See you in the playoffs
Real Salt Lake, FC Dallas, Philadelphia Union and D.C. United

Here’s the thing about this group: the two teams from the East should finish fourth or fifth in the junior circuit (some ways back of the clear-cut top-three), but they probably wouldn’t make the playoffs in the West. By default, Philadelphia and D.C. get a bump in the tiers for the fact they’ll walk into the playoffs in the East. That is not — repeat not — to say they are as good as RSL or Dallas, who would actually push Atlanta and Toronto for second and third.


In the hunt
Portland Timbers, Sporting Kansas City, Minnesota United, Colorado Rapids, Chicago Fire, Houston Dynamo, Columbus Crew SC, San Jose Earthquakes, New York Red Bulls, New England Revolution and Montreal Impact

That’s a long list of teams.
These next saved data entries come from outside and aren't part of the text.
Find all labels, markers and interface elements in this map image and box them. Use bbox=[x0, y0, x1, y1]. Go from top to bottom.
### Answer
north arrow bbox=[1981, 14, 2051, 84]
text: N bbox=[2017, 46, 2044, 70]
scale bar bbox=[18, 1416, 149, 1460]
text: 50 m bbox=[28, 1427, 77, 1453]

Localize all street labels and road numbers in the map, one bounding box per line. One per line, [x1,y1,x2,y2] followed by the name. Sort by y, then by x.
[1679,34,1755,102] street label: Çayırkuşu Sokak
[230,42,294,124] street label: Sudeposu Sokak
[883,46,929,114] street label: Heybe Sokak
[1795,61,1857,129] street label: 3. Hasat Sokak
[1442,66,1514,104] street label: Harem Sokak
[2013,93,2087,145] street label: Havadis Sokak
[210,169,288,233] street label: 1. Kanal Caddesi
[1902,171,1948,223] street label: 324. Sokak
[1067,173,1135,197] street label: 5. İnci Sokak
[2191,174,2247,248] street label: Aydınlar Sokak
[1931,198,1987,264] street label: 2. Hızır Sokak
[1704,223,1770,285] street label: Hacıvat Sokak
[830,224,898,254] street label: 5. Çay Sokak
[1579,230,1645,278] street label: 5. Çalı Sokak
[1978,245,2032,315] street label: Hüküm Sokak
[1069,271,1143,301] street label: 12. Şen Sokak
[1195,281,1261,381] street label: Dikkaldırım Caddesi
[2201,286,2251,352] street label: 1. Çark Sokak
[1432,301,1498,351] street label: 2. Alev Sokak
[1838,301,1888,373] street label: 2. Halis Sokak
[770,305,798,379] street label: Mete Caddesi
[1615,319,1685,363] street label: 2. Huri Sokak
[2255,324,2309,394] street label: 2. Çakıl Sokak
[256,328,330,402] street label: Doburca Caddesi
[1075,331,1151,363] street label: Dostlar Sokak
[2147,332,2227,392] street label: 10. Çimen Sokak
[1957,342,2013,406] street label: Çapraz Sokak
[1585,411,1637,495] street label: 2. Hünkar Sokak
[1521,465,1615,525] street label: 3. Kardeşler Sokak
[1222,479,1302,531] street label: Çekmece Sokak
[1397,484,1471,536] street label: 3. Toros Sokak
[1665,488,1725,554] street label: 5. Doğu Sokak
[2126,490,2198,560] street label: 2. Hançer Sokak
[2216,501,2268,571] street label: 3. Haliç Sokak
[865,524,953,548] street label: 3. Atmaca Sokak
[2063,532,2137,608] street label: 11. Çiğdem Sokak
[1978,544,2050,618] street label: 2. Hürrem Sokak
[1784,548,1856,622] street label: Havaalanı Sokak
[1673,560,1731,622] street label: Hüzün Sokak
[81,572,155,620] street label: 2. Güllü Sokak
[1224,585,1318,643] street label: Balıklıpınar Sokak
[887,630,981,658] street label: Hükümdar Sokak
As stated above, the teams from the East will be in playoff contention due to not having seven standout sides. Basically, any combination of these teams could wind up in the playoffs. Looking to the West, Portland, Sporting KC and Minnesota have the potential to climb a tier (or two) if all goes right for them, but each of those sides has a glaring, and potentially fatal, flaw. The temptation to say Colorado will actually be quite good and also a playoff team is very strong, but it goes against all human instincts when you think back to how they opened the 2019 season, before firing Anthony Hudson and hiring Robin Fraser and almost making the playoffs anyway.


Fulfilling obligations
FC Cincinnati, Orlando City SC and Vancouver Whitecaps

Barely a month into their first season (last season), Cincinnati was very clearly the worst team in the league. Somehow, the offseason has gone even worse for them. They (probably) managed to improve enough so as to not claim back-to-back Wooden Spoons, but enough to contend for a playoff place? Highly unlikely. Orlando City has never — not once in their five-year MLS history — given me, or anyone, reason to believe they are a competent organization. Until they do so for a period of six (6) months or more, they just exist for existence’s sake. Speaking of merely existing, the Vancouver Whitecaps.


Expansion teams, TBD
Inter Miami and Nashville SC

Here’s the thing about expansion teams: they aren’t to be trusted, either way. What looks good on paper can sometimes look terrible on the field, and what looks terrible on paper can sometimes look great on the field. We’ll give Miami and Nashville their first assessments after a month of games.